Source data
-----

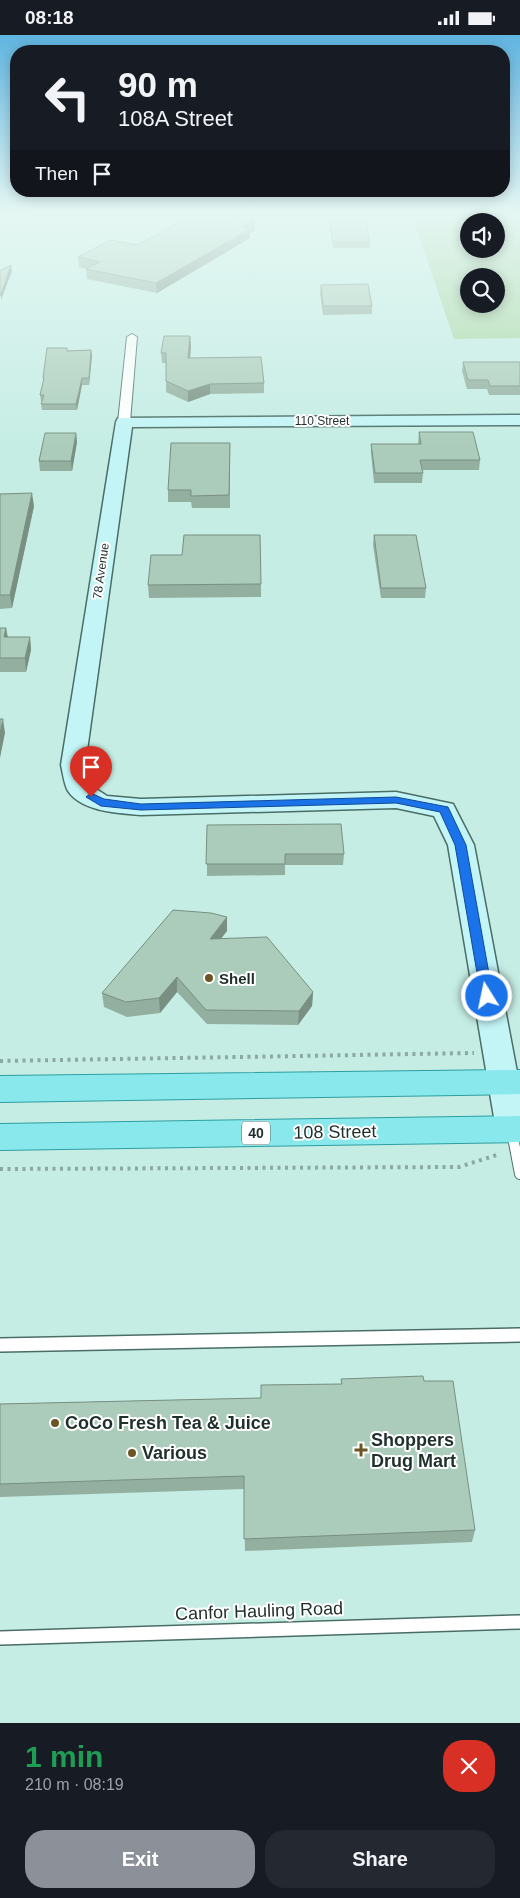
<!DOCTYPE html>
<meta charset="utf-8">
<style>
:root{--surface:#171b24;--page:#242831;--text:#f1f3f6;--muted:#9ea1a6;--accent:#8c9099}
body{margin:0;font-family:Arial,sans-serif;background:var(--page);color:var(--text);height:100vh;display:flex;flex-direction:column;font-size:19px;white-space:nowrap}
*{box-sizing:border-box;margin:0}
p{font-size:16px;color:var(--muted)}
.icon{flex:none;width:28px;height:28px;fill:none;stroke:currentColor;stroke-width:2;stroke-linecap:round;stroke-linejoin:round}
.map{position:relative;height:1688px;overflow:hidden}
.sheet{display:flex;flex-direction:column;background:var(--surface);flex:1}
.sheet>*{flex:none}
.guide{position:absolute;left:10px;top:10px;width:500px;height:152px;border-radius:20px;box-shadow:0 2px 12px #0003;background:#171b24;color:var(--text);overflow:hidden}
.tools{position:absolute;left:460px;top:178px;display:grid;gap:10px}
.tools a{display:grid;place-items:center;width:45px;height:45px;border-radius:50%;background:var(--surface);box-shadow:0 2px 12px #0003;font-size:25px}
.pin{position:absolute;display:grid;place-items:center;width:42px;height:42px;color:#fff;margin:-51px -21px;border-radius:50% 50% 50% 0;rotate:-45deg;box-shadow:0 0 5px #0007}
.pin .icon{rotate:45deg}
.me{position:absolute;width:55px;margin:-28px;rotate:350deg;stroke-linejoin:round;filter:drop-shadow(0 0 4px #0008)}
.turn{display:flex;align-items:center;gap:18px;height:105px;padding:0 25px;font-size:22px}
.turn .icon{width:65px;height:65px;stroke-width:2.5}
.turn b{display:block;font-size:35px;line-height:42px}
.then{display:flex;align-items:center;height:48px;padding:0 25px;background:#0003;gap:10px;font-size:19px}
.round{display:grid;place-items:center;flex:none;width:52px;height:52px;border-radius:20px;background:var(--page)}
.head{display:flex;align-items:center;justify-content:space-between;height:85px;padding:0 25px}
h1{font-size:30px;font-weight:600;line-height:38px;color:#1e9e55}
.primary-button{display:flex;gap:10px;margin-top:auto;padding:10px 25px}
.primary-button a{flex:1;height:58px;border-radius:20px;background:var(--accent);color:#fff;font-size:20px;font-weight:600;line-height:58px;text-align:center}
.primary-button a+a{background:var(--page);color:var(--text)}
.status{display:flex;justify-content:space-between;align-items:center;height:35px;padding:0 25px;background:var(--surface);direction:ltr}
.status svg{height:14px;fill:currentColor}
.map>svg:first-child{display:block}
</style>
<div class="status"><b>08:18</b><svg viewBox="0 0 49 12"><path d="M0 12V9h3v3zM5 12V6h3v6zM10 12V3h3v9zM15 12V0h3v12zM26 1h20v11H26zM47 4h2v5h-2z"/></svg></div>
<div class="map">
<svg width="520" height="1688" viewBox="0 0 520 1688">
<rect width="100%" height="100%" fill="#c5ede4"/>
<path fill="#a9d6a2" fill-rule="evenodd" d="M411,177h109v126l-66,1zM469,186h27v28h-27zM469,241h27v28h-27z"/>
<g fill="none" stroke-linecap="round" stroke-linejoin="round">
<defs>
<path id="lane-far1" d="M512,1097l8,42"/>
<path id="lane" d="M0,1310l520,-10
M0,1603l520,-16"/>
<path id="street" d="M132,299l5,3 -7,85 -6,4 -6,-4 9,-85z"/>
<path id="secondary" d="M520,380v10l-388,2 -47,338 5,20 17,11 34,3 255,-7 57,12 21,41 46,243v51l-8,3 -11,-4 -5,-9 -48,-284 -14,-29 -38,-8 -255,7c-22,-2 -59,-3 -73,-24 -4,-7 -5,-18 -7,-26l55,-343 2,-4z"/>
<path id="primary" d="M520,1035v24l-520,8v-26z
M520,1081v26l-520,8v-26z"/>
</defs>
<use href="#lane-far1" stroke="#4a6d66" stroke-width="12"/>
<use href="#lane" stroke="#4a6d66" stroke-width="16"/>
<use href="#street" stroke="#4a6d66" stroke-width="2"/>
<use href="#secondary" stroke="#4a6d66" stroke-width="3"/>
<use href="#primary" stroke="#2f9ea1" stroke-width="2"/>
<path stroke="#8aa9a2" stroke-width="4" stroke-dasharray="3 4.5" stroke-linecap="butt" d="M0,1026l474,-8
M0,1134l459,-2 41,-13"/>
<use href="#lane-far1" stroke="#fff" stroke-width="10"/>
<use href="#lane" stroke="#fff" stroke-width="13"/>
<use href="#street" fill="#fff" fill-rule="evenodd"/>
<use href="#secondary" fill="#c3f4f6" fill-rule="evenodd"/>
<use href="#primary" fill="#88e8ec" fill-rule="evenodd"/>
</g>
<path fill="#93afa0" d="M328,177h36l6,30v6h-37z
M255,185v10l-5,3v5l-93,55 -70,-14 -1,-10 -7,-2 -1,-10z
M321,250l51,21v8l-49,1 -3,-22z
M190,301l1,10 -1,12 74,25v10l-54,1 -22,8 -22,-10v-29h-4l-1,-10z
M91,315l1,6 -3,29h-7l-5,25h-35l-1,-6 1,-3h-1l-1,-6 3,-12v-5l25,-27z
M463,327h57v33h-31l-2,-6h-20l-5,-18z
M419,397l61,28 -1,10h-57l1,3 -1,10h-48l-3,-30v-9h47z
M76,398l1,9 -5,29h-32l-1,-10z
M230,408v65h-38l-1,-6h-23v-12z
M0,459l34,12 -22,102 -12,1z
M374,500l52,53 -1,10h-44l-8,-53z
M182,520l79,29v13l-112,1 -1,-13z
M0,593h6l2,9h22l1,13 -5,22h-26z
M207,790l137,29 -1,11h-58v10l-78,1z
M227,896l-6,7 92,54 -1,14 -14,19 -91,-1 -30,-32 -17,21 -33,4 -23,-10 -2,-14z
M341,1344l83,2 51,149 -3,12 -227,9 -1,-62 -244,8v-93l261,-6v-13l80,-1z"/>
<path fill="#788f82" d="M255,185v10l-5,3v5l-93,55 -1,-10 86,-56z
M11,230l1,6 -11,29v-5z
M190,301l1,10 -2,23 -1,-11z
M91,315l1,6 -3,29v-7z
M82,343v7l-5,25 -1,-6z
M210,349v10l-22,8v-11z
M76,398l1,9 -5,29 -1,-10z
M32,458l2,13 -22,102 -2,-13z
M6,593l2,13 -4,-4z
M30,602l1,13 -5,22 -1,-14z
M3,684l2,14 -5,25v-24z
M227,882v14l-17,22v-14z
M177,942v15l-17,21 -1,-15z
M313,957l-1,14 -14,19 1,-14z"/>
<path fill="#abccba" stroke="#788f82" d="M199,177h10l46,8 -13,7 8,2 -94,54 -70,-14 14,-7 -22,-5 33,-17 26,5z
M328,177h36l6,30h-37z
M11,230l-10,30h-1v-24z
M368,249l4,22h-49l-2,-21z
M164,301h26l-2,22 73,-1 3,26 -54,1 -22,7 -22,-10v-28h-5z
M47,313h20v3l24,-1 -2,28h-7l-6,26h-35l3,-9h-4l4,-17h-1z
M463,327h57v24h-30l-2,-6h-20z
M419,397h54l7,28h-60l3,13h-48l-4,-29h50z
M45,398h31l-5,28h-32z
M171,408h59l-1,52 -38,1v-6h-23z
M32,458l-22,102h-10v-101z
M184,500h76l1,49 -113,1 3,-30h31z
M374,500h42l10,53h-45z
M0,593h6l-2,9h26l-5,21h-25z
M0,684h3l-3,15z
M341,789l3,30h-59v10h-79l1,-39z
M173,875l38,3 16,4 -17,22 57,-2 46,55 -14,19 -93,-1 -29,-33 -18,21 -33,4 -24,-9z
M423,1341l1,5h29l22,149 -231,9v-63l-244,8v-80l261,-6v-13l81,-1 -1,-5z"/>
<linearGradient id="sky" x2="0" y2="1"><stop stop-color="#5fb4e0"/><stop offset="0.43" stop-color="#e5f7f3"/><stop offset="1" stop-color="#e5f7f3" stop-opacity="0"/></linearGradient>
<rect width="520" height="414" fill="url(#sky)"/>
<path fill="#1a73e8" stroke="#114b97" d="M91,758l13,6 37,5 255,-7 52,10 18,38 27,151 -2,3h-8l-2,-3 -26,-151 -15,-33 -44,-9 -255,7 -40,-4 -15,-9z"/>
<g fill="#6c5525" stroke="#fff" stroke-width="2">
<circle cx="209" cy="943" r="5"/>
<circle cx="55" cy="1388" r="5"/>
<path d="M358.5 1407.5h5v5h5v5h-5v5h-5v-5h-5v-5h5z"/>
<circle cx="132" cy="1418" r="5"/>
</g>
<g text-anchor="middle" dominant-baseline="central" stroke-width="4" stroke-linejoin="round" paint-order="stroke">
<g font-size="12" fill="#1f2f2b" stroke="#fff">
<text x="322" y="386">110 Street</text>
<text transform="translate(101 536) rotate(-82)">78 Avenue</text>
</g>
<rect fill="#fff" stroke="#626d6b" stroke-width="1" x="242" y="1086.5" width="28" height="23" rx="4"/>
<g font-size="14" font-weight="bold" fill="#1f2f2b">
<text x="256" y="1098">40</text>
</g>
<g font-size="15" font-weight="bold" fill="#1f2f2b" stroke="#fff" text-anchor="start">
<text x="219" y="943">Shell</text>
</g>
<g font-size="18" fill="#1f2f2b" stroke="#fff">
<text transform="translate(335 1097) rotate(-1)">108 Street</text>
<text transform="translate(259 1576) rotate(-2)">Canfor Hauling Road</text>
</g>
<g font-size="18" font-weight="bold" fill="#1f2f2b" stroke="#fff" text-anchor="start">
<text x="65" y="1388">CoCo Fresh Tea &amp; Juice</text>
<text x="371" y="1405">Shoppers<tspan x="371" dy="21">Drug Mart</tspan></text>
<text x="142" y="1418">Various</text>
</g>
</g>
</svg>
<div class="tools">
<a><svg class="icon" aria-label="sound" viewBox="0 0 24 24"><path d="M4 9h4l5-4v14l-5-4H4zM17 9q2 3 0 6"/></svg></a>
<a><svg class="icon" aria-label="search" viewBox="0 0 24 24"><circle cx="10" cy="10" r="6"/><path d="M15 15l6 6"/></svg></a>
</div>
<div class="pin" style="left:91px;top:762px;background:#d93025"><svg class="icon" aria-label="arrive" viewBox="0 0 24 24"><path d="M6 21V4h12l-3 4 3 4H6"/></svg></div>
<svg class="me" style="left:487px;top:961px" viewBox="-20 -20 40 40"><circle r="17" fill="#1a73e8" stroke="#fff" stroke-width="3"/><path d="M0-11L8 9 0 5-8 9z" fill="#fff"/></svg>
<div class="guide">
<div class="turn"><svg class="icon" aria-label="left" viewBox="0 0 24 24"><path d="M17 20v-9H6M10 6l-5 5 5 5"/></svg><div><b>90 m</b>108A Street</div></div>
<div class="then">Then<svg class="icon" aria-label="arrive" viewBox="0 0 24 24"><path d="M6 21V4h12l-3 4 3 4H6"/></svg></div>
</div>
</div>
<section class="sheet">
<div class="head"><div><h1>1 min</h1><p>210 m · 08:19</p></div><a class="round" style="background:#d93025;color:#fff"><svg class="icon" aria-label="close" viewBox="0 0 24 24"><path d="M6 6l12 12M18 6L6 18"/></svg></a></div>
<div class="primary-button"><a>Exit</a><a>Share</a></div>
</section>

-----

**Work to be completed:** Reproduce every line in the records above that contains the word "circle".

**Answer box:**
<circle cx="209" cy="943" r="5"/>
<circle cx="55" cy="1388" r="5"/>
<circle cx="132" cy="1418" r="5"/>
<a><svg class="icon" aria-label="search" viewBox="0 0 24 24"><circle cx="10" cy="10" r="6"/><path d="M15 15l6 6"/></svg></a>
<svg class="me" style="left:487px;top:961px" viewBox="-20 -20 40 40"><circle r="17" fill="#1a73e8" stroke="#fff" stroke-width="3"/><path d="M0-11L8 9 0 5-8 9z" fill="#fff"/></svg>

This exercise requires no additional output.